___ Records provided

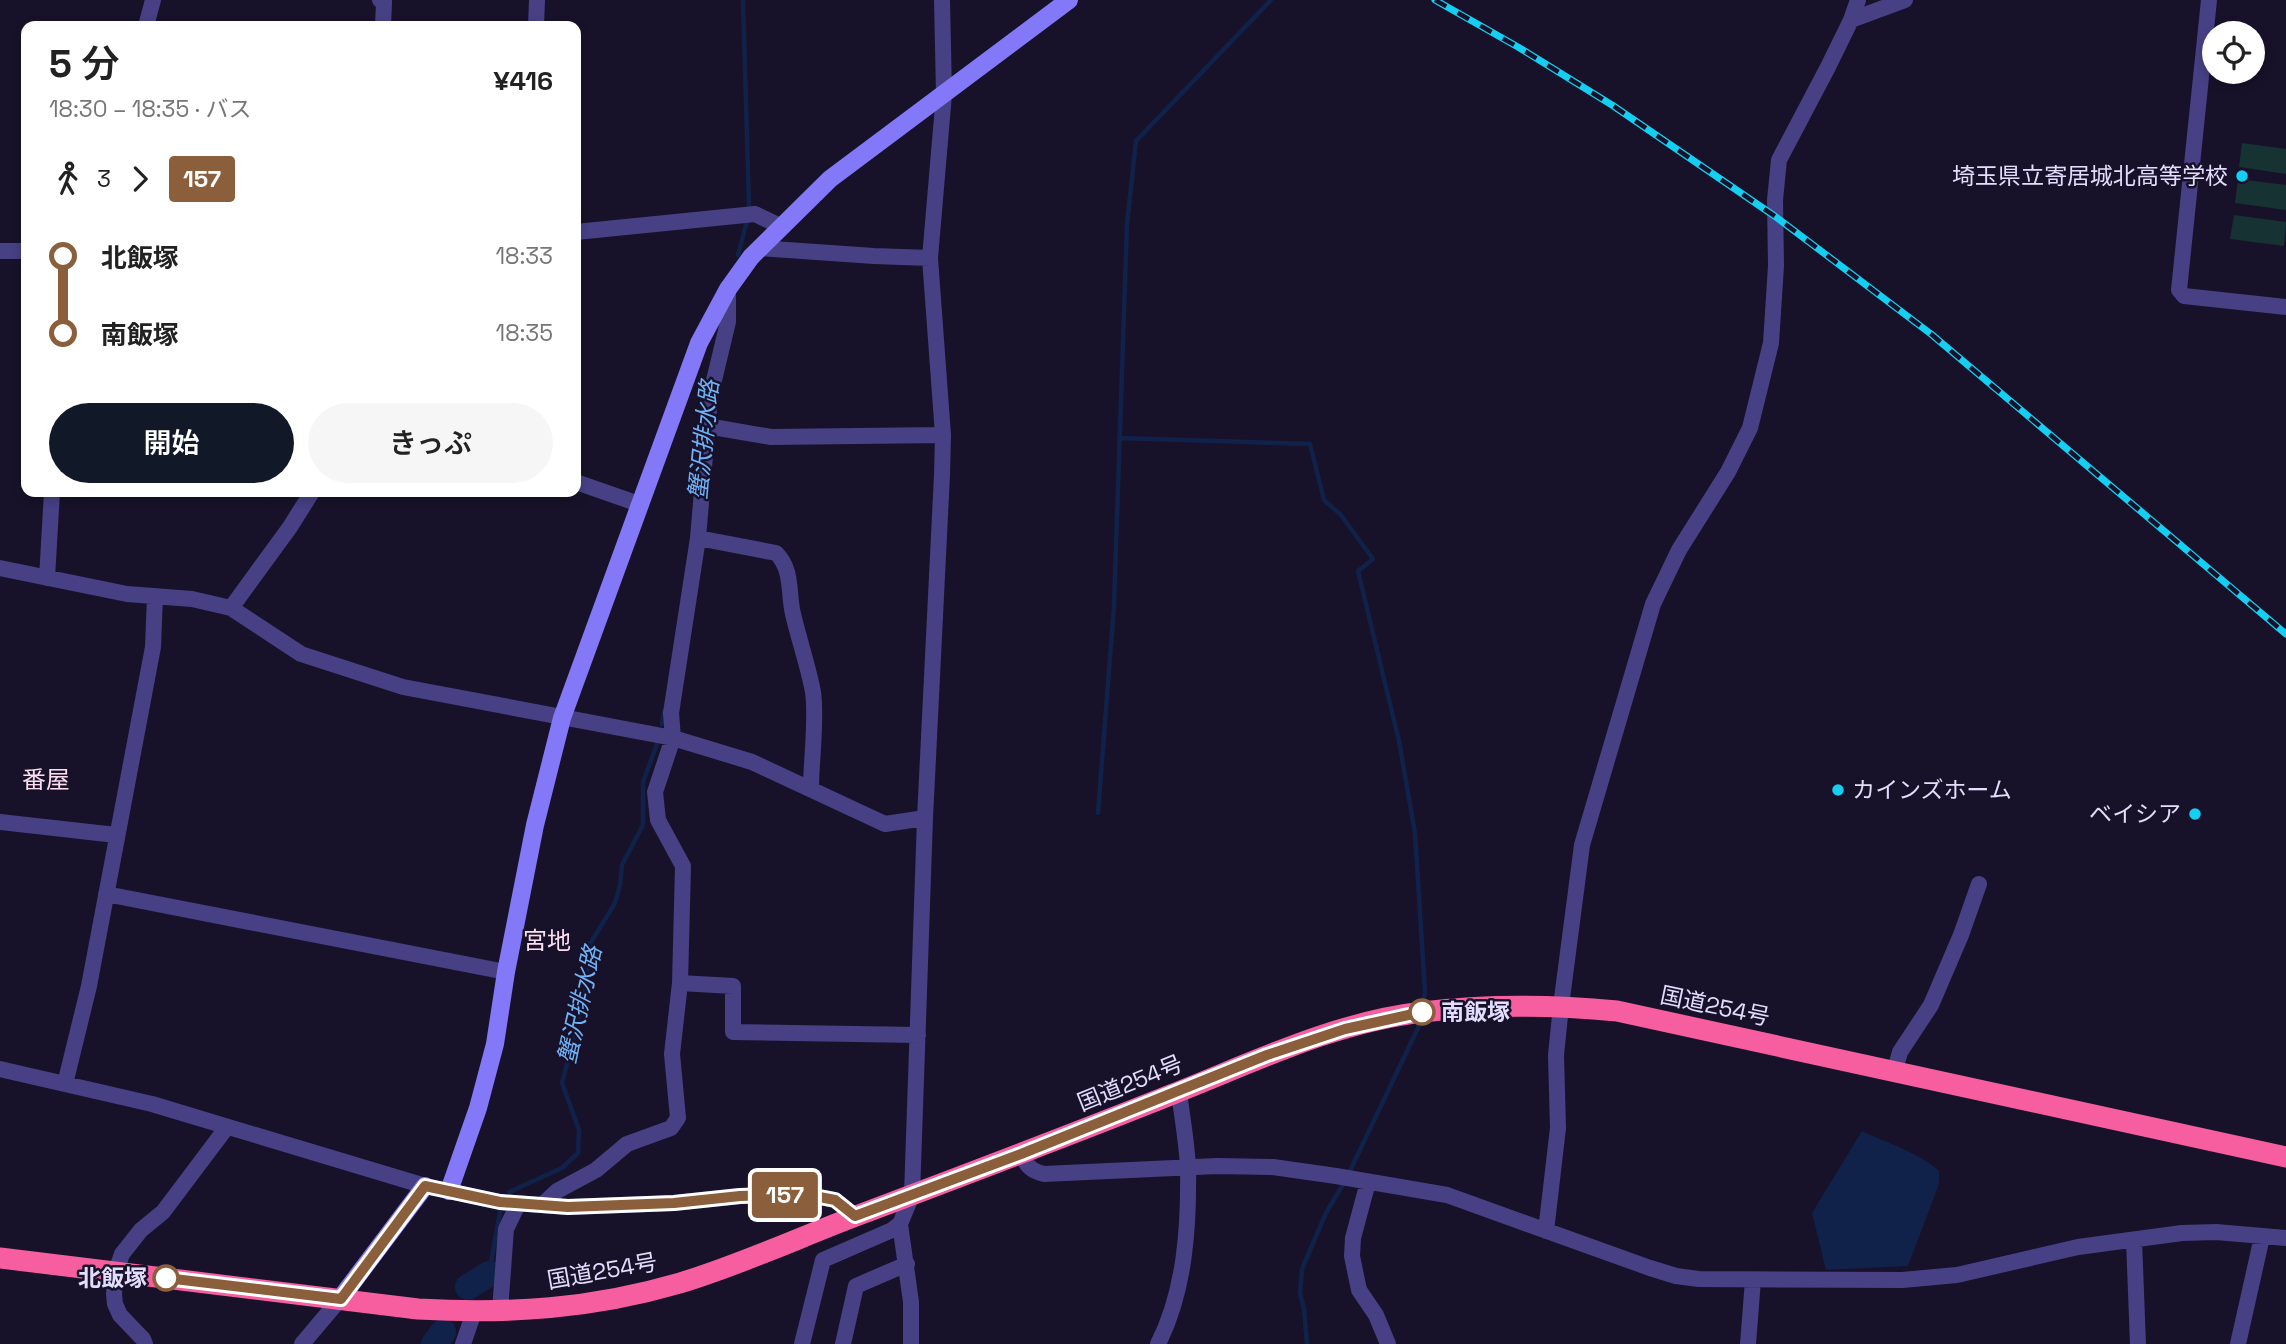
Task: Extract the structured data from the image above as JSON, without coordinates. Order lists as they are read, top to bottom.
{
  "streets": {
    "highway": ["国道254号"]
  },
  "districts": ["番屋", "宮地"],
  "water": ["蟹沢排水路"],
  "places": [
    "埼玉県立寄居城北高等学校",
    "カインズホーム",
    "ベイシア",
    "南飯塚",
    "北飯塚"
  ],
  "lines": ["bus line 157"],
  "page": {
    "on_map": "157",
    "heading": ["5 分", "18:30 – 18:35 · バス", "¥416"],
    "legs": ["3", "157"],
    "list": [
      {
        "name": "北飯塚",
        "value": "18:33"
      },
      {
        "name": "南飯塚",
        "value": "18:35"
      }
    ],
    "buttons": ["開始", "きっぷ"]
  }
}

______

**About this task**. Without the pictures, retype all of the data above exactly.

**Solution to the exercise**.
Task: Extract the structured data from the image above as JSON, without coordinates. Order lists as they are read, top to bottom.
{
  "streets": {
    "highway": ["国道254号"]
  },
  "districts": ["番屋", "宮地"],
  "water": ["蟹沢排水路"],
  "places": [
    "埼玉県立寄居城北高等学校",
    "カインズホーム",
    "ベイシア",
    "南飯塚",
    "北飯塚"
  ],
  "lines": ["bus line 157"],
  "page": {
    "on_map": "157",
    "heading": ["5 分", "18:30 – 18:35 · バス", "¥416"],
    "legs": ["3", "157"],
    "list": [
      {
        "name": "北飯塚",
        "value": "18:33"
      },
      {
        "name": "南飯塚",
        "value": "18:35"
      }
    ],
    "buttons": ["開始", "きっぷ"]
  }
}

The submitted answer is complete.